RFC describes what a claimant is capable of doing despite his or her impairments, considering all relevant evidence, which consists of physical limitations, symptoms, and other limitations beyond the symptoms. See Martone, 70 F. Supp. 2d at 150; 20 C.F.R. §§ 404.1545, 416.945. "In assessing RFC, the ALJ's findings must specify the functions plaintiff is capable of performing; conclusory statements regarding plaintiff's capabilities are not sufficient." Martone, 70 F. Supp. 2d at 150. The ALJ then uses the RFC to determine whether the claimant can perform his or her past relevant work. See New York v. Sullivan, 906 F.2d 910, 913 (2d Cir. 1990); 20 C.F.R. §§ 404.1545, 416.960. If it is determined that a claimant cannot perform past relevant work, "the burden shifts to the Commissioner to determine whether there is other work which the claimant could perform." Tejada v. Apfel, 167 F.3d 770, 774 (2d Cir. 1999).

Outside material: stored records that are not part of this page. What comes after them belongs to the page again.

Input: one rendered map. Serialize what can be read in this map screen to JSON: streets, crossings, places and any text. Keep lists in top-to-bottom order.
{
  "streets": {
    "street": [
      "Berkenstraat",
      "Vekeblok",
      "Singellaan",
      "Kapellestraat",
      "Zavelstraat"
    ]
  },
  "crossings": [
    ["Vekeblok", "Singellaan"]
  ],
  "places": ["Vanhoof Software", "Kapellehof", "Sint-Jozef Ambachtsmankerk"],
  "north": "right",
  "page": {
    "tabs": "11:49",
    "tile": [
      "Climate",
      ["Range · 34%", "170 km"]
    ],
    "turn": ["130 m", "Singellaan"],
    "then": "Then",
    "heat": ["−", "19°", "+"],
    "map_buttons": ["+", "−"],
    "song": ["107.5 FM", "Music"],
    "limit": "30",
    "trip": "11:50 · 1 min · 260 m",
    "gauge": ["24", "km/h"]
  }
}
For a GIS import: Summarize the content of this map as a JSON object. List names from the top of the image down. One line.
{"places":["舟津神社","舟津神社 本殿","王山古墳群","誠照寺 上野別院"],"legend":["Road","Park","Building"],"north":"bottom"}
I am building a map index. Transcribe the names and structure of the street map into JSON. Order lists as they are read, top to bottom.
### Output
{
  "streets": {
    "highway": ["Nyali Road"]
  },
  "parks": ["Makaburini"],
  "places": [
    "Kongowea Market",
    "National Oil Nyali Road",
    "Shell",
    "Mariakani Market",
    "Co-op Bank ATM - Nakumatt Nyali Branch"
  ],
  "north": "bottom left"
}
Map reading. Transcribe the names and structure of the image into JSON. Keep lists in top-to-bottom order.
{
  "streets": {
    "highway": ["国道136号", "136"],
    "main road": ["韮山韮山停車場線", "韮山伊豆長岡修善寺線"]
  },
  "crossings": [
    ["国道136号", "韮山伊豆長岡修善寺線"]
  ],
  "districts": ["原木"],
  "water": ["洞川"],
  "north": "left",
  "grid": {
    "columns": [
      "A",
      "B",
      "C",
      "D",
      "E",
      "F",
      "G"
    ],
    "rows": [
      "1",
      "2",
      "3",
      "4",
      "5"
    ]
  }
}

When assessing a claimant's RFC, an ALJ is entitled to rely on opinions from both examining and non-examining State agency medical consultants because these consultants are qualified experts in the field of social security disability. See also Frey ex rel. A.O. v. Astrue, 485 F. App'x 484, 487 (2d Cir. 2012) (summary order) ("The report of a State agency medical consultant constitutes expert opinion evidence which can be given weight if supported by medical evidence in the record."); Little v. Colvin, No. 14-CV-0063, 2015 WL 1399586, at *9 (N.D.N.Y. Mar. 26, 2015) ("State agency physicians are qualified as experts in the evaluation of medical issues in disability claims. As such, their opinions may constitute substantial evidence if they are consistent with the record as a whole.") (internal quotation marks omitted). "An ALJ should consider 'all medical opinions received regarding the claimant.'" Reider v. Colvin, No. 15-CV-6517, 2016 WL 5334436, at *5 (W.D.N.Y. Sept. 23, 2016) (quoting Spielberg v. Barnhart, 367 F. Supp. 2d 276, 281 (E.D.N.Y. 2005)); see also SSR 96-8p, 1996 WL 374184, at *7 (July 2, 1996). The factors for considering opinions from non-treating medical sources are the same as those for assessing treating sources, with the consideration of whether the source examined the claimant or not replacing the consideration of the treatment relationship between the source and the claimant. 20 C.F.R. §§ 404.1527(c)(1)-(6).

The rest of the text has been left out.